▶ _WORK INSTRUCTIONS_: Once the line containing "height:12px; margin:-6px; padding:0" is found in the entries below, restate it and each following line word for word, stopping after the line containing "font-size:12px; color:#ddd5e5; font-weight:700".

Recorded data

^^^^^^^^^^^^^^^^

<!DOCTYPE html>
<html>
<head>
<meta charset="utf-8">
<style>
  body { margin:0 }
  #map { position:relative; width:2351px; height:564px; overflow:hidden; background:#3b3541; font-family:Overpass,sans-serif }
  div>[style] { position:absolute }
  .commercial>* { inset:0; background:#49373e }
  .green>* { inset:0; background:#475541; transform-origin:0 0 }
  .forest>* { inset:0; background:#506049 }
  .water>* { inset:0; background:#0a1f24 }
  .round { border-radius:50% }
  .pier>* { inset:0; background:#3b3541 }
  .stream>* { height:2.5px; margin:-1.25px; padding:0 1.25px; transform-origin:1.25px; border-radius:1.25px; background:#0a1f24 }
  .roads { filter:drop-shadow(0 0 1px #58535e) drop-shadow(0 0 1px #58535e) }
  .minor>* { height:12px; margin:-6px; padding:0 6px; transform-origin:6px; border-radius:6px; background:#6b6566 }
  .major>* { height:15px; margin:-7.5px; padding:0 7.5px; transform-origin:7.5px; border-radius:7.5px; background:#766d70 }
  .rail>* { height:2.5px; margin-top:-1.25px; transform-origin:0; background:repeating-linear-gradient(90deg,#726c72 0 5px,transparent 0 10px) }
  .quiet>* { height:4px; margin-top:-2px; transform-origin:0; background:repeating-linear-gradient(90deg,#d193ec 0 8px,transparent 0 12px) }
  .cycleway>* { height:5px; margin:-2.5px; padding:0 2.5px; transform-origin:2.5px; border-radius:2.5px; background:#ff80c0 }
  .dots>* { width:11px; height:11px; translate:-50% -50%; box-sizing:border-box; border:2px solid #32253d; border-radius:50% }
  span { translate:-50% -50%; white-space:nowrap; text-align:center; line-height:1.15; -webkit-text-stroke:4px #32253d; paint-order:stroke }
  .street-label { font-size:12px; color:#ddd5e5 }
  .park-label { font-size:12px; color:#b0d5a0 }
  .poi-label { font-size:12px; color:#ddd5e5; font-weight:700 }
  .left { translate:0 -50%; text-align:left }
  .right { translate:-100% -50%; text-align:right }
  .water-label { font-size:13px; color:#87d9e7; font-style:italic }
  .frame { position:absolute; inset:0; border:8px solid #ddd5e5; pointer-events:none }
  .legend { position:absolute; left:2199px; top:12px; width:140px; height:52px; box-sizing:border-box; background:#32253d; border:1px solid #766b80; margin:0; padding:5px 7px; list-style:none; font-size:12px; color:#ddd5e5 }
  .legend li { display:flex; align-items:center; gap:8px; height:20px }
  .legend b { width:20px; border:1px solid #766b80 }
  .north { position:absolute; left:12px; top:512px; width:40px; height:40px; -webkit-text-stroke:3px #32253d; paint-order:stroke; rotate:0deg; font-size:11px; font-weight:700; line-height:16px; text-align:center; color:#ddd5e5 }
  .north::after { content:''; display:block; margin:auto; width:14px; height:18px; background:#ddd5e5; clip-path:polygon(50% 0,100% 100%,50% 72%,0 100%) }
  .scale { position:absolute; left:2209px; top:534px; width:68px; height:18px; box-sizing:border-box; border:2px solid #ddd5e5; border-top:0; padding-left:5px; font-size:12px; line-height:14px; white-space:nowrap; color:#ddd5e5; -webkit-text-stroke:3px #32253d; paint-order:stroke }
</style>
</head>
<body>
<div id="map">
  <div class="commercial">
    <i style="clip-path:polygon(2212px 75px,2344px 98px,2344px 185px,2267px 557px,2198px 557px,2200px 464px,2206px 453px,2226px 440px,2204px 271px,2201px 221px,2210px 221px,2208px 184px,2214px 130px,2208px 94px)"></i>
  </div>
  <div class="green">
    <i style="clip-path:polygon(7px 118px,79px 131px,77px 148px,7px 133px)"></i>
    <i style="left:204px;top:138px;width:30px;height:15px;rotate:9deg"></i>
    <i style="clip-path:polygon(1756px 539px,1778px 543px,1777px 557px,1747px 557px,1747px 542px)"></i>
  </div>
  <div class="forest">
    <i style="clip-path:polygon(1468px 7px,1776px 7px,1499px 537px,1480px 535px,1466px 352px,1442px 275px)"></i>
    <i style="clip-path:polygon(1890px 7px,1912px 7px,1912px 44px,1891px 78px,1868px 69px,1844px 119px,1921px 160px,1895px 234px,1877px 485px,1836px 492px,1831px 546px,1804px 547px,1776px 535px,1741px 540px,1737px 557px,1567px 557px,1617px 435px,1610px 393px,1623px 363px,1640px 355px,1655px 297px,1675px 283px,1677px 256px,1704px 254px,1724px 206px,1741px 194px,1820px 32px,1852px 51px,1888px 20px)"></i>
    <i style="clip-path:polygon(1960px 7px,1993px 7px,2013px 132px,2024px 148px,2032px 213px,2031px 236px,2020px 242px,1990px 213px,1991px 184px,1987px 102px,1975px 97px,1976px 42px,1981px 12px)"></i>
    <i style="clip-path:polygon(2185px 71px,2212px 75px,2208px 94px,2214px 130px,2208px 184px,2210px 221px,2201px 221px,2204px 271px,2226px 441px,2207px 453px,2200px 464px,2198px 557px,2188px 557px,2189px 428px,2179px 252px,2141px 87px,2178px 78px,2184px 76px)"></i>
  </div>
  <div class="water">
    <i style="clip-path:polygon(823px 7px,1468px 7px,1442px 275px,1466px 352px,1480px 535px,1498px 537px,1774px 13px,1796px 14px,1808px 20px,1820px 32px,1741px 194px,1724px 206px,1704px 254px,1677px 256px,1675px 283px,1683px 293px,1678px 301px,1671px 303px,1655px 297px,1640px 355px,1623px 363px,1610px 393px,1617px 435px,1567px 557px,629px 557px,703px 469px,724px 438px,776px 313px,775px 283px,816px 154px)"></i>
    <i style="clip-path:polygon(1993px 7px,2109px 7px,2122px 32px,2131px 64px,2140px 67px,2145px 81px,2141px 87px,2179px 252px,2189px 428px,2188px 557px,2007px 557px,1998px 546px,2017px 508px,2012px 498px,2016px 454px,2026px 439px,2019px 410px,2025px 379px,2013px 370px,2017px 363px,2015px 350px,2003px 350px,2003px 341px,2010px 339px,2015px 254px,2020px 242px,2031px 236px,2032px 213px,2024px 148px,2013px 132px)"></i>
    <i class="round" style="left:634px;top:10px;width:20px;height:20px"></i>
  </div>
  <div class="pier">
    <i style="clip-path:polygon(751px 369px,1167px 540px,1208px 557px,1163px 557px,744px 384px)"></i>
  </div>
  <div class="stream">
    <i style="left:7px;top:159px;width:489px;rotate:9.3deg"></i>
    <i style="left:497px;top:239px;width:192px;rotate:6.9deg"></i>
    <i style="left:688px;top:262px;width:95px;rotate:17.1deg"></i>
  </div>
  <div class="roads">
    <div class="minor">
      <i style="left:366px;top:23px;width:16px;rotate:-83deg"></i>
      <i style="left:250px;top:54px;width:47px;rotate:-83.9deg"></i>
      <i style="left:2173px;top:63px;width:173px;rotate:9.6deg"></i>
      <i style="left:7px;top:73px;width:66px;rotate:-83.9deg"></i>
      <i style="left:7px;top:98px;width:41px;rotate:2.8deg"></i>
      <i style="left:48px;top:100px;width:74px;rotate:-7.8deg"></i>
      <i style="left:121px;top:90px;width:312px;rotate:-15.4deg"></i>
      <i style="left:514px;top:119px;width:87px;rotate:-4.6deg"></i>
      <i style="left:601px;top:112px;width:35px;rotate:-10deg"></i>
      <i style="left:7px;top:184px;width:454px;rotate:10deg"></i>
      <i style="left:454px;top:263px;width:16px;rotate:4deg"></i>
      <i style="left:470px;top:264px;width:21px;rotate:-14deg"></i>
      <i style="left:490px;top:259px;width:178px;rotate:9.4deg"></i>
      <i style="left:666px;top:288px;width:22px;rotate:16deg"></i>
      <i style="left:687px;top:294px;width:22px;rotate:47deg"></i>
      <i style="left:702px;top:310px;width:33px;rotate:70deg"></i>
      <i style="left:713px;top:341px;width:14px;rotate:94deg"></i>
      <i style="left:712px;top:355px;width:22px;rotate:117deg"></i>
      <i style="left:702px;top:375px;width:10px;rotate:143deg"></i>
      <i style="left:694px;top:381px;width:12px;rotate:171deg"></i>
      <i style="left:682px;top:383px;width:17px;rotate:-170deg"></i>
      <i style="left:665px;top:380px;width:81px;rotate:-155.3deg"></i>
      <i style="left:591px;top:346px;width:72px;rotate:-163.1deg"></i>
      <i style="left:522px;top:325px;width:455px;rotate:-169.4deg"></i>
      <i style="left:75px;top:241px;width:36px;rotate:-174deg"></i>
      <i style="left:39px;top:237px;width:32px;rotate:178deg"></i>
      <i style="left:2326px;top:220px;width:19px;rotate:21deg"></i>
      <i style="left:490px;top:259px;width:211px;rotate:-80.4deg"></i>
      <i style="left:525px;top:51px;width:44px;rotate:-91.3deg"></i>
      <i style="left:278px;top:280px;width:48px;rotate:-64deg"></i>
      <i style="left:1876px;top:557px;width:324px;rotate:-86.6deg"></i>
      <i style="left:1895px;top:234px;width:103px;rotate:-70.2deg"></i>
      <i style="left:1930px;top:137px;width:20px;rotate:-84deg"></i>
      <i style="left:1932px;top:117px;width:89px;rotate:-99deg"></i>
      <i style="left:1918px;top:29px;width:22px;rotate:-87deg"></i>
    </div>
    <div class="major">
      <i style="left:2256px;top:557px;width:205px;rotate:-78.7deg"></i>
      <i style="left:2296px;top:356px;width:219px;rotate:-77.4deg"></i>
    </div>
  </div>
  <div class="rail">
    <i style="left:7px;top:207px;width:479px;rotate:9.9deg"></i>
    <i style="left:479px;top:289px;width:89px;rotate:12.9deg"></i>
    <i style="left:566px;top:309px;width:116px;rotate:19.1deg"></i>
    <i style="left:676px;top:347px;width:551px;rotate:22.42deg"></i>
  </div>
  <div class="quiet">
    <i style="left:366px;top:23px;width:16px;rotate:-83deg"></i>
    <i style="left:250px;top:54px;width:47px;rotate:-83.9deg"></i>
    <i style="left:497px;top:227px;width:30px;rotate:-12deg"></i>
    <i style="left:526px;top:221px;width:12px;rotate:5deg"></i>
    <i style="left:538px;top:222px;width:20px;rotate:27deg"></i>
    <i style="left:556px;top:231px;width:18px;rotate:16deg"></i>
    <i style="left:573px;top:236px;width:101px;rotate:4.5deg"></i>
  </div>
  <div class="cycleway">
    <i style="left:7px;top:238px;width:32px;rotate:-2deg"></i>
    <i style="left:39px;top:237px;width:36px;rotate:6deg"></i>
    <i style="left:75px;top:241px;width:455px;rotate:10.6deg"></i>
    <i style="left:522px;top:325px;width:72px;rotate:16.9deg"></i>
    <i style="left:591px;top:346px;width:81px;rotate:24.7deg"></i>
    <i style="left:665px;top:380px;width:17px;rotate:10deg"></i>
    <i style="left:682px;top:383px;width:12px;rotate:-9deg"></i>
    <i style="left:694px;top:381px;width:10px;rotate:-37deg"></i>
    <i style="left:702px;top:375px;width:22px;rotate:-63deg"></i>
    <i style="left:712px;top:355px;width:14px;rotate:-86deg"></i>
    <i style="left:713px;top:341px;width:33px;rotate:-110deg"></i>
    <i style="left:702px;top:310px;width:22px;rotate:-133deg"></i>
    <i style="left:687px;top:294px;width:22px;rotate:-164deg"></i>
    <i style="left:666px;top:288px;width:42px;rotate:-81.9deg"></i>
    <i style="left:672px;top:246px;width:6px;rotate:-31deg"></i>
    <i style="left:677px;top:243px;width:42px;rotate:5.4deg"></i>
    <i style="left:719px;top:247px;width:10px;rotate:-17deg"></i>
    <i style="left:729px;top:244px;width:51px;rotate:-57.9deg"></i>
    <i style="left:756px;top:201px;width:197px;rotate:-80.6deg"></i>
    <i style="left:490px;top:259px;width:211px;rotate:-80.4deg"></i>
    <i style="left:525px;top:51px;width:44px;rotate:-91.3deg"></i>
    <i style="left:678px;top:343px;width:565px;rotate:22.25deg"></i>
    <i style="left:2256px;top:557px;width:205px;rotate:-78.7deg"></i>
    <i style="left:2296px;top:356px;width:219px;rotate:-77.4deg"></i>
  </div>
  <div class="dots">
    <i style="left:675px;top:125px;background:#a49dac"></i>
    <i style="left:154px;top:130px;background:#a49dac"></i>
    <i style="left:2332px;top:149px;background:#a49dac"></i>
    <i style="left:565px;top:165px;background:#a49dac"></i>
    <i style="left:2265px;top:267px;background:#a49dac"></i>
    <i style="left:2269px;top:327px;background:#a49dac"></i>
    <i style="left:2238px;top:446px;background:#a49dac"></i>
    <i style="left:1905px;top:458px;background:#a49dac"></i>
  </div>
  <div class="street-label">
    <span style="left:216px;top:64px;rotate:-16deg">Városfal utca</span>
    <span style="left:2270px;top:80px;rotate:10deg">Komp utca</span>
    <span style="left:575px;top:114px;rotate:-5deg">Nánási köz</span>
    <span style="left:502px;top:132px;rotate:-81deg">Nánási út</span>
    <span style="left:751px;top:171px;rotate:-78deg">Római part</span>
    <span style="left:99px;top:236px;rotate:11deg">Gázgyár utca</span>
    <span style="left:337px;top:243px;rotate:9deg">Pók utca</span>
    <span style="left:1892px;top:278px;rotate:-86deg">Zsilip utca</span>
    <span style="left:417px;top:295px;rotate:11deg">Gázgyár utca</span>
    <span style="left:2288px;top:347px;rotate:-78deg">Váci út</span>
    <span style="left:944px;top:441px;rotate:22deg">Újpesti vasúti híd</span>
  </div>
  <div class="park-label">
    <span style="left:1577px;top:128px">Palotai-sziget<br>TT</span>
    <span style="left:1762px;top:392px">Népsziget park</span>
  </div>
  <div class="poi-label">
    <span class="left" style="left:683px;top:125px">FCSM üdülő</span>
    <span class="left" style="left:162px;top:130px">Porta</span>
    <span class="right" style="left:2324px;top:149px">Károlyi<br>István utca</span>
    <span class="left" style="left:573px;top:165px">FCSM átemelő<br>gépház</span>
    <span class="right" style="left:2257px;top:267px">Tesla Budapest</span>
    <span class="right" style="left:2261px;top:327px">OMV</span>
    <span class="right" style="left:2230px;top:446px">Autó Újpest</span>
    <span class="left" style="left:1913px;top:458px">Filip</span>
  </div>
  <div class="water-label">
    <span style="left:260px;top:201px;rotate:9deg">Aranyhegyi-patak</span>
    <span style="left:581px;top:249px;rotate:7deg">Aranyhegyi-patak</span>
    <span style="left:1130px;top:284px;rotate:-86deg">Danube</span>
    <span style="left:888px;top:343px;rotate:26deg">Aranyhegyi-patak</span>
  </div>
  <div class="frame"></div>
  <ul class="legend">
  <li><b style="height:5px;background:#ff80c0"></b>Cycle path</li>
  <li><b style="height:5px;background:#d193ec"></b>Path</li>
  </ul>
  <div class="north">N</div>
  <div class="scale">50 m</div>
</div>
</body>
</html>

^^^^^^^^^^^^^^^^

▶ _EXPECTED OUTPUT_:
  .minor>* { height:12px; margin:-6px; padding:0 6px; transform-origin:6px; border-radius:6px; background:#6b6566 }
  .major>* { height:15px; margin:-7.5px; padding:0 7.5px; transform-origin:7.5px; border-radius:7.5px; background:#766d70 }
  .rail>* { height:2.5px; margin-top:-1.25px; transform-origin:0; background:repeating-linear-gradient(90deg,#726c72 0 5px,transparent 0 10px) }
  .quiet>* { height:4px; margin-top:-2px; transform-origin:0; background:repeating-linear-gradient(90deg,#d193ec 0 8px,transparent 0 12px) }
  .cycleway>* { height:5px; margin:-2.5px; padding:0 2.5px; transform-origin:2.5px; border-radius:2.5px; background:#ff80c0 }
  .dots>* { width:11px; height:11px; translate:-50% -50%; box-sizing:border-box; border:2px solid #32253d; border-radius:50% }
  span { translate:-50% -50%; white-space:nowrap; text-align:center; line-height:1.15; -webkit-text-stroke:4px #32253d; paint-order:stroke }
  .street-label { font-size:12px; color:#ddd5e5 }
  .park-label { font-size:12px; color:#b0d5a0 }
  .poi-label { font-size:12px; color:#ddd5e5; font-weight:700 }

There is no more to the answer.